Within the entries that follow, show each line where the word "Extract" occurs.

_ _ _ _ _ _ _

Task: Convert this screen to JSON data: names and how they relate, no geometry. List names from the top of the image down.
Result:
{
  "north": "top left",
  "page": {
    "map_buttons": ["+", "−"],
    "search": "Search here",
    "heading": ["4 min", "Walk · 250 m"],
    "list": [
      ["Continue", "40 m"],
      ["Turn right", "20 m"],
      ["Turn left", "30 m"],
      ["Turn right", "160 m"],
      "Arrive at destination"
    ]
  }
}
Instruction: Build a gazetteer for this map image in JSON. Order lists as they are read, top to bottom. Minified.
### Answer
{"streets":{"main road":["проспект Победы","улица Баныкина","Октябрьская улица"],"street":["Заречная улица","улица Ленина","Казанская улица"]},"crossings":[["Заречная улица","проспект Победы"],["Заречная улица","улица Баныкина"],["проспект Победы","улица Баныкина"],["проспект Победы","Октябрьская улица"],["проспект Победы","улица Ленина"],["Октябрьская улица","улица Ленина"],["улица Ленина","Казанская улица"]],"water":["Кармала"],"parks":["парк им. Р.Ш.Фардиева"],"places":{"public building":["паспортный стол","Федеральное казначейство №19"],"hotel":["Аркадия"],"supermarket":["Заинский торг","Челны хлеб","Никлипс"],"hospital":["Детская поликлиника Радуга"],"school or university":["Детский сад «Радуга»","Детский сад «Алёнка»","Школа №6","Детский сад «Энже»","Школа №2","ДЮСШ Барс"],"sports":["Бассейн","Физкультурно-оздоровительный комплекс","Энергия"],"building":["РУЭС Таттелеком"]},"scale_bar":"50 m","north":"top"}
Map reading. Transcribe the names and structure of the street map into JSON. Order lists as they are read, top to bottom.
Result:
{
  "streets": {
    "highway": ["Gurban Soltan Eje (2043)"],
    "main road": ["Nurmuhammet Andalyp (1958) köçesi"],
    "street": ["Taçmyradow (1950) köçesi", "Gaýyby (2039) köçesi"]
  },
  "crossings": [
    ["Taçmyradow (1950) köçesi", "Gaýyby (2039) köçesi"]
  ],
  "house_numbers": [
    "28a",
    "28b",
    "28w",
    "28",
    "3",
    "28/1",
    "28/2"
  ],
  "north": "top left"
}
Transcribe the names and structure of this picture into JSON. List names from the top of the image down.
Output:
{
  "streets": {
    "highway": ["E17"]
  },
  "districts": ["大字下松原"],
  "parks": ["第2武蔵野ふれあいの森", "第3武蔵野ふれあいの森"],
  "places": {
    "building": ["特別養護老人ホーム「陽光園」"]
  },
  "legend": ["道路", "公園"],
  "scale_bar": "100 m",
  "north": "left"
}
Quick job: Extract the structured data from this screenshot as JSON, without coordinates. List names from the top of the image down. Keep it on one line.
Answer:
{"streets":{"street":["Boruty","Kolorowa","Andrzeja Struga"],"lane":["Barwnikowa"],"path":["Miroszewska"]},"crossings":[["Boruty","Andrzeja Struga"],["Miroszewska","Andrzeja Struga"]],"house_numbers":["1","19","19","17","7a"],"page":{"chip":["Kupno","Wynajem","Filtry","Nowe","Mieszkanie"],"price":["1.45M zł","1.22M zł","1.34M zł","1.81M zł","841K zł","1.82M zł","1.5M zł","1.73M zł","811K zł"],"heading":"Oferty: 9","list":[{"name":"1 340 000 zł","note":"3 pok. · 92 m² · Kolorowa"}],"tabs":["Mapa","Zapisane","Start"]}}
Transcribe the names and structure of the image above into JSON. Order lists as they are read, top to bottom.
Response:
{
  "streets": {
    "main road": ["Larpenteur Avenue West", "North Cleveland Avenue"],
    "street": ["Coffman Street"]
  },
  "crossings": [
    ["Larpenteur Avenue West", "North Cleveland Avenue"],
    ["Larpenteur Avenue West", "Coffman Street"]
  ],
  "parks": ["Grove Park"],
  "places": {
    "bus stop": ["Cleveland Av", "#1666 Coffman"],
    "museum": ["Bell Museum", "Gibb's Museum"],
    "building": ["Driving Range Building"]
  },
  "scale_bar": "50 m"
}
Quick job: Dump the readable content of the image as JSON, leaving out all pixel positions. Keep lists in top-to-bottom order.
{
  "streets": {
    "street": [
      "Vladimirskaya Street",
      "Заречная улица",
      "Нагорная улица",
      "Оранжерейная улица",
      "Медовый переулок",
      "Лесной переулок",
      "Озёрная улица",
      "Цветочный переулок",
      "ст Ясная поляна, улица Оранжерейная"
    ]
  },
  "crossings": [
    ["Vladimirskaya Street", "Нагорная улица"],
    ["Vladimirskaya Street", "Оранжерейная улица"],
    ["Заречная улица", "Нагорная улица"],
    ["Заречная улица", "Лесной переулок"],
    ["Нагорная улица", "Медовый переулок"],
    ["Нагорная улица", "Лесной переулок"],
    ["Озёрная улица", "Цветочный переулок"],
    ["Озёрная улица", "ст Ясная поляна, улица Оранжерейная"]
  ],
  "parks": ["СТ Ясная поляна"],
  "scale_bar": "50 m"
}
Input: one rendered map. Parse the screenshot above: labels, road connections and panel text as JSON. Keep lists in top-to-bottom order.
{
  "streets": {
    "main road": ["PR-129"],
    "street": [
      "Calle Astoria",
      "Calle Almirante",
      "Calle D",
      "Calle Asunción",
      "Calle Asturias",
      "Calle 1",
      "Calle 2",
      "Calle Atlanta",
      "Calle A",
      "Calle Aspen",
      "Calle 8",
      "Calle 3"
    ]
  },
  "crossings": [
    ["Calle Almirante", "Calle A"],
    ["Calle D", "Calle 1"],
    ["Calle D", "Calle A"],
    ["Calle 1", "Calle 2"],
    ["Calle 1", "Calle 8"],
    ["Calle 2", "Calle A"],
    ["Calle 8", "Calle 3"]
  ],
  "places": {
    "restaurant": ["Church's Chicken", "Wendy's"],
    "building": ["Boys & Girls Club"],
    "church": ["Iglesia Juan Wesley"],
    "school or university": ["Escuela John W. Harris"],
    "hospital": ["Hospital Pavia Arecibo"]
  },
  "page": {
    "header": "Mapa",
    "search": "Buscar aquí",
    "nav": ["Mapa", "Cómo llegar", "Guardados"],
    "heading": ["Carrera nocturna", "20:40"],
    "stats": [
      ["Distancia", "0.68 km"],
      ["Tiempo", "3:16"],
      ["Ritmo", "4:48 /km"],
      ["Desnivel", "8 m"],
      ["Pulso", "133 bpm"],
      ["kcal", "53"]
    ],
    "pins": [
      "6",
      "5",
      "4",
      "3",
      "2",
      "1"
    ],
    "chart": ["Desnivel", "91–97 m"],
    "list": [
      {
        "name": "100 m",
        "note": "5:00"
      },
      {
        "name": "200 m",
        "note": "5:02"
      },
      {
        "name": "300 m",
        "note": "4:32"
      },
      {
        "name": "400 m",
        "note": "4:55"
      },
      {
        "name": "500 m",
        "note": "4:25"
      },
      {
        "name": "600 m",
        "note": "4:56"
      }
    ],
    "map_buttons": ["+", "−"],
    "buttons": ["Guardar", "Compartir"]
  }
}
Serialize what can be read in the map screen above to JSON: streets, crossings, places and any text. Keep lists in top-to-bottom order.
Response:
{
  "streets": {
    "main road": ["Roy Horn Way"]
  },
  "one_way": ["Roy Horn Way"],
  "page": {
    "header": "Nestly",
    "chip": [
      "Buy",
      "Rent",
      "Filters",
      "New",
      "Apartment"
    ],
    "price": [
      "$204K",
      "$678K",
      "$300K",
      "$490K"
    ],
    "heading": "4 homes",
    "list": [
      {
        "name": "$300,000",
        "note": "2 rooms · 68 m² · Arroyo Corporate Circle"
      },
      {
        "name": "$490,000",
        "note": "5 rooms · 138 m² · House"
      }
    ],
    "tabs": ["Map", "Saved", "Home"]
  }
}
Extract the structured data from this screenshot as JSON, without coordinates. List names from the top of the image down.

_ _ _ _ _ _ _

Answer to this problem ▸
Quick job: Extract the structured data from this screenshot as JSON, without coordinates. List names from the top of the image down. Keep it on one line.
Extract the structured data from this screenshot as JSON, without coordinates. List names from the top of the image down.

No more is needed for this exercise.